The problem. Where the string "block" occurs in a line of the entries below, copy that line.

Dataset records
☆ ☆ ☆

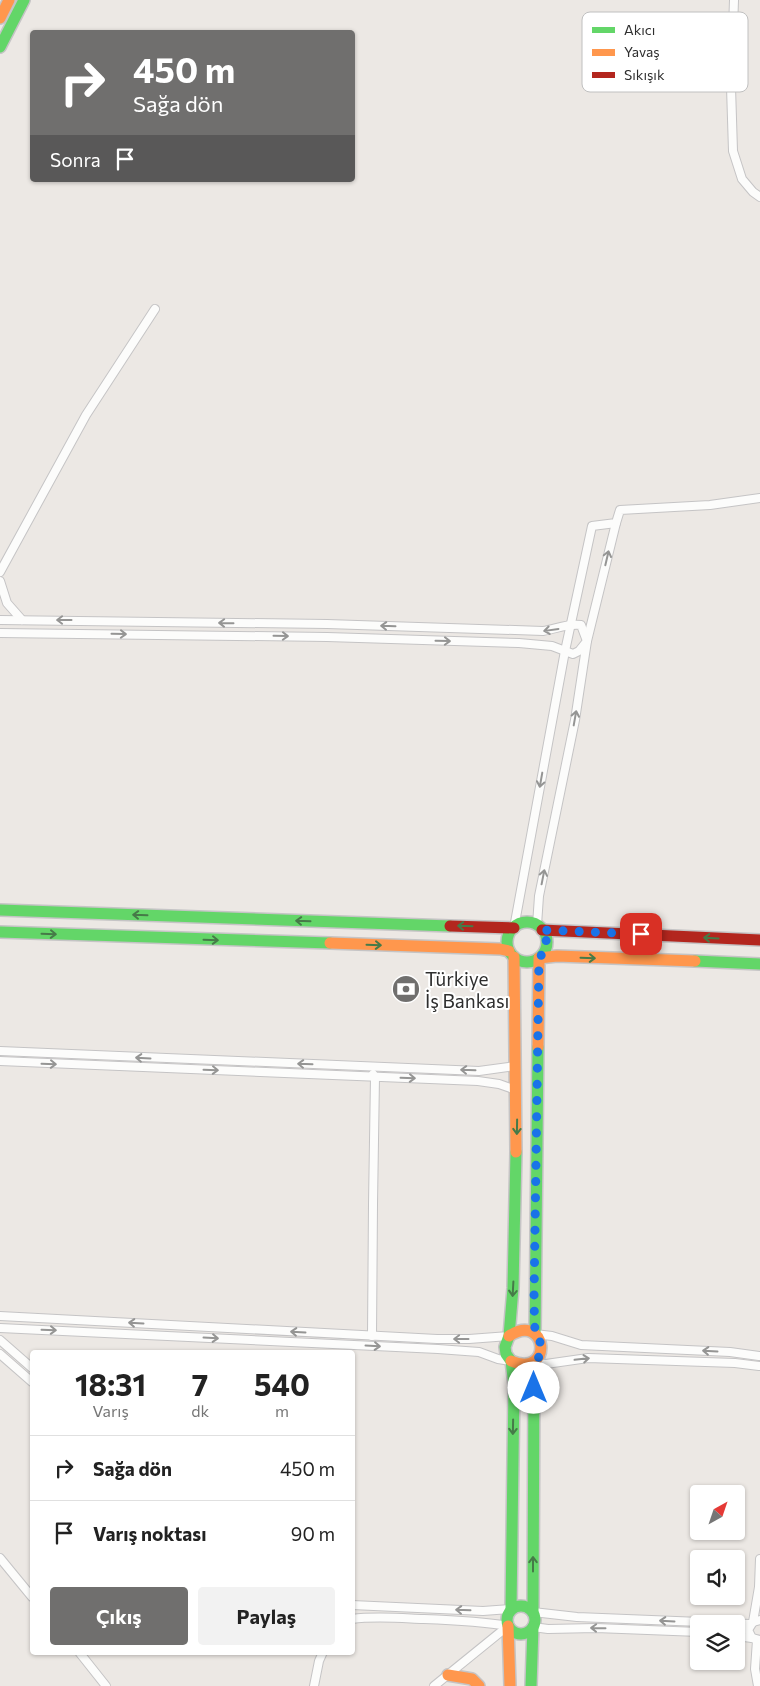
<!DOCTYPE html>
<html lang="tr">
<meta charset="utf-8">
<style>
body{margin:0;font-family:Commissioner,sans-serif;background:#f2f2f2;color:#222;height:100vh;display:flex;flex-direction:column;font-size:19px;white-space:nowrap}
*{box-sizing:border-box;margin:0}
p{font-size:16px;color:#767676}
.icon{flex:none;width:28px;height:28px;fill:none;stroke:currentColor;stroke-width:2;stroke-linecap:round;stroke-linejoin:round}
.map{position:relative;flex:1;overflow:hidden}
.details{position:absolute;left:30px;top:1350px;width:325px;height:305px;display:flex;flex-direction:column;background:#fff;border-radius:5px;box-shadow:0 1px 4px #0004}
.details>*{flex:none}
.guide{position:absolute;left:30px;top:30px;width:325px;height:152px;border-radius:5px;box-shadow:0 1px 4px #0004;background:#706f6e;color:#fff;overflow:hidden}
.needle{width:32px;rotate:40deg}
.fabs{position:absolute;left:690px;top:1485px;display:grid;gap:10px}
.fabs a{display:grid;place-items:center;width:55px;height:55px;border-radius:5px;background:#fff;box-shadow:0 1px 4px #0004;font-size:25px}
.pin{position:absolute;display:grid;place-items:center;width:42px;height:42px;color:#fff;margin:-21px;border-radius:10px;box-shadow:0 2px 8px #0006}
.me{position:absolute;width:55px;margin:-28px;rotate:0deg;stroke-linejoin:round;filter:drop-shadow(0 0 4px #0008)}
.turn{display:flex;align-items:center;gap:18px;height:105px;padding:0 20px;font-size:22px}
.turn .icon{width:65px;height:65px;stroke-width:2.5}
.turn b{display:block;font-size:35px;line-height:42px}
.then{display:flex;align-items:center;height:48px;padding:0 20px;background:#0003;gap:10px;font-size:19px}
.eta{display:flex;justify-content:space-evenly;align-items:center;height:85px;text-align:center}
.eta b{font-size:30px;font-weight:700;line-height:35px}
.cta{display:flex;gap:10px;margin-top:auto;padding:10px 20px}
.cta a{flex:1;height:58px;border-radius:5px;background:#706f6e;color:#fff;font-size:20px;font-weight:700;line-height:58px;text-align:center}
.cta a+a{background:#f2f2f2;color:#222}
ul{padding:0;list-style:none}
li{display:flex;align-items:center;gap:15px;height:65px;padding:0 20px;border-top:1px solid #e0e0e0}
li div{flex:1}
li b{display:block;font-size:19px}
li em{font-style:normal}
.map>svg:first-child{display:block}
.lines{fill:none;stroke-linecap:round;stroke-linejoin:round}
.street-casing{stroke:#c5c4c5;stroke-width:10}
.fast-casing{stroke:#c5c4c5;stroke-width:14}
.slow-casing{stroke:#c5c4c5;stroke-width:14}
.jam-casing{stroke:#c5c4c5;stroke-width:14}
.street{stroke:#fcfcfb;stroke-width:8}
.fast{stroke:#63d668;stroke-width:11}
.slow{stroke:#ff974d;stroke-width:11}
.jam{stroke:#b3261e;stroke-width:11}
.oneway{stroke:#959594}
.oneway2{stroke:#467a48}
.route{stroke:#1a73e8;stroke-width:9;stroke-dasharray:0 16.2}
.labels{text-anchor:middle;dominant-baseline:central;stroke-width:4;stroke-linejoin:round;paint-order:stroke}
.poi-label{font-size:19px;fill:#2e2e2e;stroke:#fff;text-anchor:start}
.key{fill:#fff;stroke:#c0c0c0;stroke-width:1}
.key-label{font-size:14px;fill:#2e2e2e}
</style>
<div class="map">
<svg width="760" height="1686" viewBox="0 0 760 1686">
<rect width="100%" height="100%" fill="#ece8e4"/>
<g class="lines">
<defs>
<g id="street">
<path d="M734 0 731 87 733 151 742 179 753 192 760 197"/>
<path d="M0 572 86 415 155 309"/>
<path d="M0 581 7 603 22 620"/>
<path d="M0 620 327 624 543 631C556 629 568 623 581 625L587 641 579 651 573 654 552 646 519 643 327 637 0 633"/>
<path d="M537 925 539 896 575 720 587 641 616 523"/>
<path d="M514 928 565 651 592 526 616 523 620 510 710 505 760 498"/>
<path d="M0 1051 479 1071 516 1066"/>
<path d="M0 1061 478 1081 499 1084 516 1090"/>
<path d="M0 1316 437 1339H469L509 1336"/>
<path d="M0 1328 438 1349 479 1352 498 1359 511 1361"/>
<path d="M535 1334 552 1336 581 1345 730 1352 759 1356"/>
<path d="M372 1336 373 1204 375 1077 373 1074"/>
<path d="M0 1340 32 1368"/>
<path d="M0 1354 32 1382"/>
<path d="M534 1363 546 1364 588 1358 735 1363 759 1366"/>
<path d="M0 1558 32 1597"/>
<path d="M352 1605 483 1611 511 1609"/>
<path d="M533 1612 577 1617 750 1624"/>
<path d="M352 1619C375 1616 399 1618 423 1619 451 1620 480 1621 508 1626"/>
<path d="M760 1620 753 1622 748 1630 752 1638 760 1640"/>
<path d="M753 1622 759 1587 760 1559"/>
<path d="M533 1627 548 1629 596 1628 699 1632"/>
<path d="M736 1636 752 1638"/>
<path d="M757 1640 755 1669 758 1686"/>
<path d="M79 1652 106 1686"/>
<path d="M314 1686 319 1661 323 1652"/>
<path d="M434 1686 508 1626"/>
</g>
<g id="fast">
<path d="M0 47 24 0"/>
<path d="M0 910 450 926"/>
<circle cx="527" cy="942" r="20"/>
<path d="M0 932 330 943"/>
<path d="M695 961 760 964"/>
<path d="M535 1334 538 1047"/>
<circle cx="521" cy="1620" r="14"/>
<path d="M511 1609 514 1385 511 1361 506 1354 505 1347 509 1336 513 1288 516 1152"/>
<path d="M533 1612 534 1363"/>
<path d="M531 1686 533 1627"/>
</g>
<g id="slow">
<path d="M0 18 9 0"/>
<path d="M330 943 500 949 509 951"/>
<path d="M514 957 516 1152"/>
<path d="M538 1047 539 958 557 956 695 961"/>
<path d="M509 1336C548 1311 554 1379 511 1361"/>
<path d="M508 1626 510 1686"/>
<path d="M448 1675 472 1679 479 1686"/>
</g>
<g id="jam">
<path d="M450 926 514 928"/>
<path d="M542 930 760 940"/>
</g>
</defs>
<!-- street casing -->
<use href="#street" class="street-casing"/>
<!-- fast casing -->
<use href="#fast" class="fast-casing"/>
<!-- slow casing -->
<use href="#slow" class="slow-casing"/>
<!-- jam casing -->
<use href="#jam" class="jam-casing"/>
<!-- street -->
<use href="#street" class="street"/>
<!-- fast -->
<use href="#fast" class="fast"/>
<!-- slow -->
<use href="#slow" class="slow"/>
<!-- jam -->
<use href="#jam" class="jam"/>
</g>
<!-- one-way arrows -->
<defs><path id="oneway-shaft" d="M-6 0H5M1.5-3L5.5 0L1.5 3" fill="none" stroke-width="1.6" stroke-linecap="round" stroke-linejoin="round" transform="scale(1.25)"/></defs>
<g class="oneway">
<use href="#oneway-shaft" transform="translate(607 558) rotate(-77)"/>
<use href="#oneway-shaft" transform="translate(64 620) rotate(-180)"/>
<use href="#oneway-shaft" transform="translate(226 623) rotate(-179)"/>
<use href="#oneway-shaft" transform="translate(388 626) rotate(-178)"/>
<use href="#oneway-shaft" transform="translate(551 630) rotate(172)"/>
<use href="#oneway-shaft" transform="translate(119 634) rotate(1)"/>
<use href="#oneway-shaft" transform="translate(281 636) rotate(1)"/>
<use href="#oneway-shaft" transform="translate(443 641) rotate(1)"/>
<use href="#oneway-shaft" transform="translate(575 718) rotate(-80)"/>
<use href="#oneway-shaft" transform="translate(541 780) rotate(100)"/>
<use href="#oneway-shaft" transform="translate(543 877) rotate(-79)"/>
<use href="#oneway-shaft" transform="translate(143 1058) rotate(-177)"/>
<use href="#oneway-shaft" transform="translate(49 1064) rotate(2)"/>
<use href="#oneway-shaft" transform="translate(305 1064) rotate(-178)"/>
<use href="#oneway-shaft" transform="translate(211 1070) rotate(2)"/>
<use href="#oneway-shaft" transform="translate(468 1070) rotate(-178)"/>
<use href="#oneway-shaft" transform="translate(408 1078) rotate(2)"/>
<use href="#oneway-shaft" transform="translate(136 1323) rotate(-177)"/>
<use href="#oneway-shaft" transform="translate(49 1330) rotate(2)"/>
<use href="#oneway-shaft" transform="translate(298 1332) rotate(-177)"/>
<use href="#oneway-shaft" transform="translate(211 1338) rotate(3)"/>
<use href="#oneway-shaft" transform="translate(461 1339) rotate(180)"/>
<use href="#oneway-shaft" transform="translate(373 1346) rotate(3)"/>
<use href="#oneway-shaft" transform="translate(710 1351) rotate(-177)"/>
<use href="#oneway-shaft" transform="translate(582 1359) rotate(-6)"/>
<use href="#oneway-shaft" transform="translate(463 1610) rotate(-178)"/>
<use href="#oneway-shaft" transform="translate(667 1621) rotate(-177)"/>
<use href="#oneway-shaft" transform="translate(598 1628) rotate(-179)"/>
</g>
<g class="oneway2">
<use href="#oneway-shaft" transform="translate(140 915) rotate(-178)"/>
<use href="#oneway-shaft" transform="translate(303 921) rotate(-178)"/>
<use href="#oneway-shaft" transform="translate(465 926) rotate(-178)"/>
<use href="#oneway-shaft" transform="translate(49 934) rotate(2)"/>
<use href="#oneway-shaft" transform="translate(711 938) rotate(-177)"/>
<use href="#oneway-shaft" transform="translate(211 940) rotate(2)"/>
<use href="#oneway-shaft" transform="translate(374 945) rotate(2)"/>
<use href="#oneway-shaft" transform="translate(588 958) rotate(2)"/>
<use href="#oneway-shaft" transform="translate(517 1127) rotate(91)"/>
<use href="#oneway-shaft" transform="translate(513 1289) rotate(93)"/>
<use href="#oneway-shaft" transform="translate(513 1427) rotate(91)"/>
<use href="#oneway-shaft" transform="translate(533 1564) rotate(-90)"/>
</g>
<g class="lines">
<!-- route -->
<path class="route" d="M534 1388V1363L538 1359 542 1348 540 1342 535 1334 534 1300 539 958C547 949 549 941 542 930L641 934"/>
</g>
<!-- icons -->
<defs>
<symbol id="bank-disc" viewBox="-11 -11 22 22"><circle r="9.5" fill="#706f6e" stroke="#fff"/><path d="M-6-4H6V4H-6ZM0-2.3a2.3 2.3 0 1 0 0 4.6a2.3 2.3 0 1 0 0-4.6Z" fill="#fff"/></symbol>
</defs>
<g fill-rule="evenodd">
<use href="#bank-disc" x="390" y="973" width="32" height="32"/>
</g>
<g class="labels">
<!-- poi labels -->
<g class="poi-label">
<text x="425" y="978">Türkiye<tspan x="425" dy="22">İş Bankası</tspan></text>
</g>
</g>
<!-- legend -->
<rect x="582" y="12" width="166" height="80" rx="8" class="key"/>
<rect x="592" y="27" width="23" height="6" fill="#63d668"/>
<rect x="592" y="49" width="23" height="7" fill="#ff974d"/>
<rect x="592" y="72" width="23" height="6" fill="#b3261e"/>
<g class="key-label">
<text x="624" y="35">Akıcı</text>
<text x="624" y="57">Yavaş</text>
<text x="624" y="80">Sıkışık</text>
</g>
</svg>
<div class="fabs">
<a><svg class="needle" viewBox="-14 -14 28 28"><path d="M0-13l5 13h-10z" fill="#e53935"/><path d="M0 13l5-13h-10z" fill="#767676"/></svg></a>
<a><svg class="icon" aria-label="sound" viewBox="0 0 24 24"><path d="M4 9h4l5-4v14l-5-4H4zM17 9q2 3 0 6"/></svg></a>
<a><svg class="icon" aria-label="layers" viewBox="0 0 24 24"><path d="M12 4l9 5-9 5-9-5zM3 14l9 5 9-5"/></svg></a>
</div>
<div class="pin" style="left:641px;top:934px;background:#d93025"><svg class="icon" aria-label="arrive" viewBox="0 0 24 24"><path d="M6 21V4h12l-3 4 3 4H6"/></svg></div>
<svg class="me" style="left:534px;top:1388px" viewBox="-20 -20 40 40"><circle r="19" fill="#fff"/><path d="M0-13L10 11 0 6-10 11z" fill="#1a73e8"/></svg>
<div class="guide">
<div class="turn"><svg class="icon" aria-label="right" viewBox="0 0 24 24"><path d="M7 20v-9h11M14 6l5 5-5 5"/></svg><div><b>450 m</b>Sağa dön</div></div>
<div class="then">Sonra<svg class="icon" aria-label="arrive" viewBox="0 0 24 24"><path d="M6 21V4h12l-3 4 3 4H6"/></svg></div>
</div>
<section class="details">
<div class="eta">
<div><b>18:31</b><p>Varış</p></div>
<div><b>7</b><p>dk</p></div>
<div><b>540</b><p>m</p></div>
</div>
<ul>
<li><svg class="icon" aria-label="right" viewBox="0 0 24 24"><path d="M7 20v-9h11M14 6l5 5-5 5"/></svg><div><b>Sağa dön</b></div><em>450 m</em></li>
<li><svg class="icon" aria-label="arrive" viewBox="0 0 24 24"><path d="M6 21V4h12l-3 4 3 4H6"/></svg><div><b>Varış noktası</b></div><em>90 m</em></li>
</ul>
<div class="cta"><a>Çıkış</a><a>Paylaş</a></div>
</section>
</div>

☆ ☆ ☆

Answer space.
.turn b{display:block;font-size:35px;line-height:42px}
li b{display:block;font-size:19px}
.map>svg:first-child{display:block}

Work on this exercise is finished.